Items listed in a dataset
- - - -

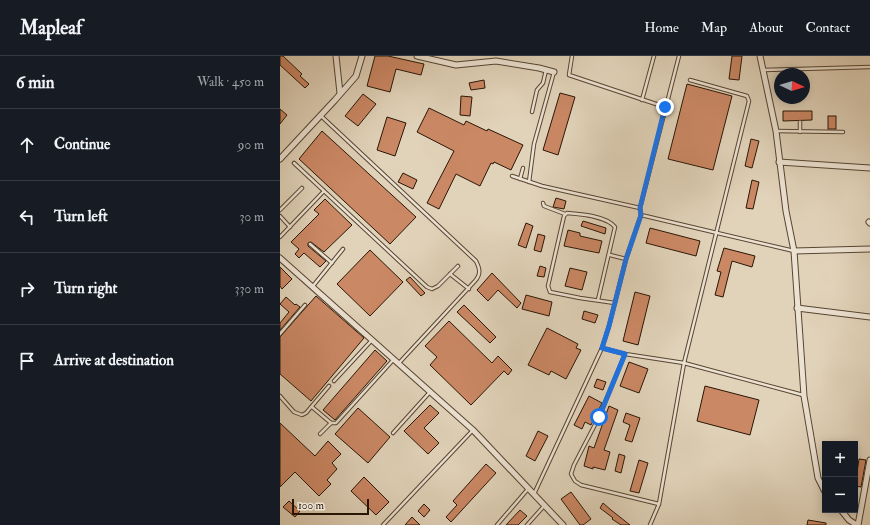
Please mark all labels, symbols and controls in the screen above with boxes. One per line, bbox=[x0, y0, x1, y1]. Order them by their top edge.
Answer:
text: Mapleaf bbox=[20, 16, 82, 40]
text: Home bbox=[644, 19, 679, 36]
text: Map bbox=[701, 19, 727, 36]
text: About bbox=[749, 19, 783, 36]
text: Contact bbox=[805, 19, 850, 36]
north arrow bbox=[774, 68, 810, 104]
text: 6 min bbox=[16, 72, 55, 93]
text: Walk · 450 m bbox=[197, 74, 264, 90]
route end bbox=[656, 98, 674, 116]
icon: ahead bbox=[16, 134, 38, 156]
text: Continue bbox=[54, 135, 110, 154]
text: 90 m bbox=[238, 137, 264, 153]
icon: left bbox=[16, 206, 38, 228]
text: Turn left bbox=[54, 207, 108, 226]
text: 30 m bbox=[240, 209, 264, 225]
icon: right bbox=[16, 278, 38, 300]
text: Turn right bbox=[54, 279, 117, 298]
text: 330 m bbox=[235, 281, 264, 297]
icon: arrive bbox=[16, 350, 38, 372]
text: Arrive at destination bbox=[54, 351, 174, 370]
route start bbox=[590, 408, 608, 426]
map controls bbox=[822, 441, 858, 513]
button: + bbox=[822, 441, 858, 477]
button: − bbox=[822, 477, 858, 513]
scale bar bbox=[292, 497, 369, 516]
text: 100 m bbox=[298, 499, 324, 512]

- - - -

• **WHAT THE EXERCISE ASKS**:
Your answer should be every entry repeated exactly, minus the pictures.

• **REPLY**:
Please mark all labels, symbols and controls in the screen above with boxes. One per line, bbox=[x0, y0, x1, y1]. Order them by their top edge.
Answer:
text: Mapleaf bbox=[20, 16, 82, 40]
text: Home bbox=[644, 19, 679, 36]
text: Map bbox=[701, 19, 727, 36]
text: About bbox=[749, 19, 783, 36]
text: Contact bbox=[805, 19, 850, 36]
north arrow bbox=[774, 68, 810, 104]
text: 6 min bbox=[16, 72, 55, 93]
text: Walk · 450 m bbox=[197, 74, 264, 90]
route end bbox=[656, 98, 674, 116]
icon: ahead bbox=[16, 134, 38, 156]
text: Continue bbox=[54, 135, 110, 154]
text: 90 m bbox=[238, 137, 264, 153]
icon: left bbox=[16, 206, 38, 228]
text: Turn left bbox=[54, 207, 108, 226]
text: 30 m bbox=[240, 209, 264, 225]
icon: right bbox=[16, 278, 38, 300]
text: Turn right bbox=[54, 279, 117, 298]
text: 330 m bbox=[235, 281, 264, 297]
icon: arrive bbox=[16, 350, 38, 372]
text: Arrive at destination bbox=[54, 351, 174, 370]
route start bbox=[590, 408, 608, 426]
map controls bbox=[822, 441, 858, 513]
button: + bbox=[822, 441, 858, 477]
button: − bbox=[822, 477, 858, 513]
scale bar bbox=[292, 497, 369, 516]
text: 100 m bbox=[298, 499, 324, 512]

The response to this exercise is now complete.